Шмаков помолчал и кивнул:
— Я тебя услышал, Егор.
— Это хорошо. Теперь бы еще понял.
— Егор, а ты с нормальными кавказцами когда-нибудь сталкивался?
— Нормальными это как?
— Чтобы не ворье, не полицаи, не преступники и не торгаши, а простые работяги.
— Да.
— И как?
— Люди как люди, хорошие и не очень. Многое от менталитета зависит. Вот какие ты кавказские национальности вспомнить можешь?
— Ну, чечены там, ингуши, грузины, армяне, дагестанцы…
— И все?
— Ага.
— Не густо, Эдик. А, тем не менее, в одном только Дагестане свыше сотни народностей, если я не ошибаюсь. Даргинцы, андийцы, гунзибцы, кумыки, авары, ритульцы, табасараны, кайтагцы, кубачинцы, ахвахцы, удины, цахуры, крызы, лезгины, ногайцы, годоберинцы, дидойцы, хваршины и цахулы. Список большой. Они все разные, со своими обычаями, языками и культурой. И пока горцы на родине, то в состоянии жить, как заповедовали предки. А в России для нас они понаехавшая чернота. Корни отсекаются, и представители разных народов превращаются просто в кавказцев, которые под руководством чужаков сбиваются в стаи. Вот ты когда-нибудь слышал о таком народе как гинухцы?

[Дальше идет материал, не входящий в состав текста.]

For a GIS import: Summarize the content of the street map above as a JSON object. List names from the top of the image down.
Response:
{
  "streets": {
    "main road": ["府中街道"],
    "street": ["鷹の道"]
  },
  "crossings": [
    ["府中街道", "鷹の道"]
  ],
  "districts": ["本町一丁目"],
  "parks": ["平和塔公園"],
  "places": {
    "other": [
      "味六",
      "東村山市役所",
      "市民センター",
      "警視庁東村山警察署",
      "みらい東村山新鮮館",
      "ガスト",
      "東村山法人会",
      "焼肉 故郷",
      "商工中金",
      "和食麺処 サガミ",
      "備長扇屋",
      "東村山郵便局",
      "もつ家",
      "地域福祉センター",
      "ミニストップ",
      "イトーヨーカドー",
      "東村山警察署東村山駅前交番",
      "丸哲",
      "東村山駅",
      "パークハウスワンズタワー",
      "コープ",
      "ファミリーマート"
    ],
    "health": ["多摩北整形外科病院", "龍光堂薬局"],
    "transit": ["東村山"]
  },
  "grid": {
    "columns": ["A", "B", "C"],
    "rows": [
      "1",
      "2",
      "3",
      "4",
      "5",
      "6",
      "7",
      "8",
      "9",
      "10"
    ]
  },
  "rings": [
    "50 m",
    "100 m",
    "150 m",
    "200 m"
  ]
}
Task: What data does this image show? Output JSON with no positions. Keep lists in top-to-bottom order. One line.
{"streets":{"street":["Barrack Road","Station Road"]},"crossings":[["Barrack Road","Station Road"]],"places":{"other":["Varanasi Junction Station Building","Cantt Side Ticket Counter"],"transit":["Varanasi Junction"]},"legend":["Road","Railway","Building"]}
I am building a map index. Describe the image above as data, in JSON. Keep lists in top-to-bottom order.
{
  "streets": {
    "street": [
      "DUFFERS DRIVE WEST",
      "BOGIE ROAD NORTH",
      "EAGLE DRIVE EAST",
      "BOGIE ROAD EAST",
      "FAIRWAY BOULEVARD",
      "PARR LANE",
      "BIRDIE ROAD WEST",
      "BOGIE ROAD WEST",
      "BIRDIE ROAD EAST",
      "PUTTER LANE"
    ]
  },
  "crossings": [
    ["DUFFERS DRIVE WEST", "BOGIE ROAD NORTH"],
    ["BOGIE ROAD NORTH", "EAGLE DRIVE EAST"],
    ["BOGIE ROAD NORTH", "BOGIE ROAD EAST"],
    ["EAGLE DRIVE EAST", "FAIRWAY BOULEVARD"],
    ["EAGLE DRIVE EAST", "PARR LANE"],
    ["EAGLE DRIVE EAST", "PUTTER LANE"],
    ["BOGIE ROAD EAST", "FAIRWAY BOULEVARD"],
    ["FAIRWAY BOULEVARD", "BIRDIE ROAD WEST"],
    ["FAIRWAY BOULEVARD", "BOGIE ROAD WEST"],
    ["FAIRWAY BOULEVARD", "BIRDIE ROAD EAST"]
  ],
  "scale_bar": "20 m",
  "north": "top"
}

— Нет, конечно. Они мне не интересны.
— А они есть. Некогда сильное племя было, а теперь их на всем земном шарике тысячи три, не больше, и четыреста из них проживает в Дагестане. Для них потеря каждого человека в роду это маленькая катастрофа. Еще лет сто, если без войны и ничего не изменится, и они просто исчезнут. Вымрут, словно динозавры. Вот и представь. Приезжает в Москву пять-шесть самых лучших парней этого народа и давай лезгинку отплясывать, ведь земляки говорят, что все можно, а тут ты с автоматом. Пиф-паф! Несколько трупов и племя умрет на пару лет раньше. Но дело не в этом, Эдик. Люди, которых ты воспринимаешь, как врагов, могут стать нашими союзниками. Не все, но многие. Кто не оскотинится, тот с нами, а кто превратился в животное, тому хорошего пинка под копчик или смерть. Поэтому я еще раз повторяю. Опасность не в приезжих, а в предателях на самом верху. Сможем свалить их, тогда будет у нас в доме порядок, какой мы сами установим, и появится уважение от соседей. Так всегда было и будет. А нет, значит, не судьба нам — мы сдохнем, а наш народ продолжит спиваться и Россия, как заповедовал Лева Бронштейн, превратится в "страну белых рабов". И выходит, что сейчас намечается не война каких-то национальностей — это второстепенно, а борьба идеологий. Битва людей, кто еще честь и совесть в душе сохранил, и рабов хищной системы, животных из общества потребления. При этом у каждого своя правда, но мы на стороне добра.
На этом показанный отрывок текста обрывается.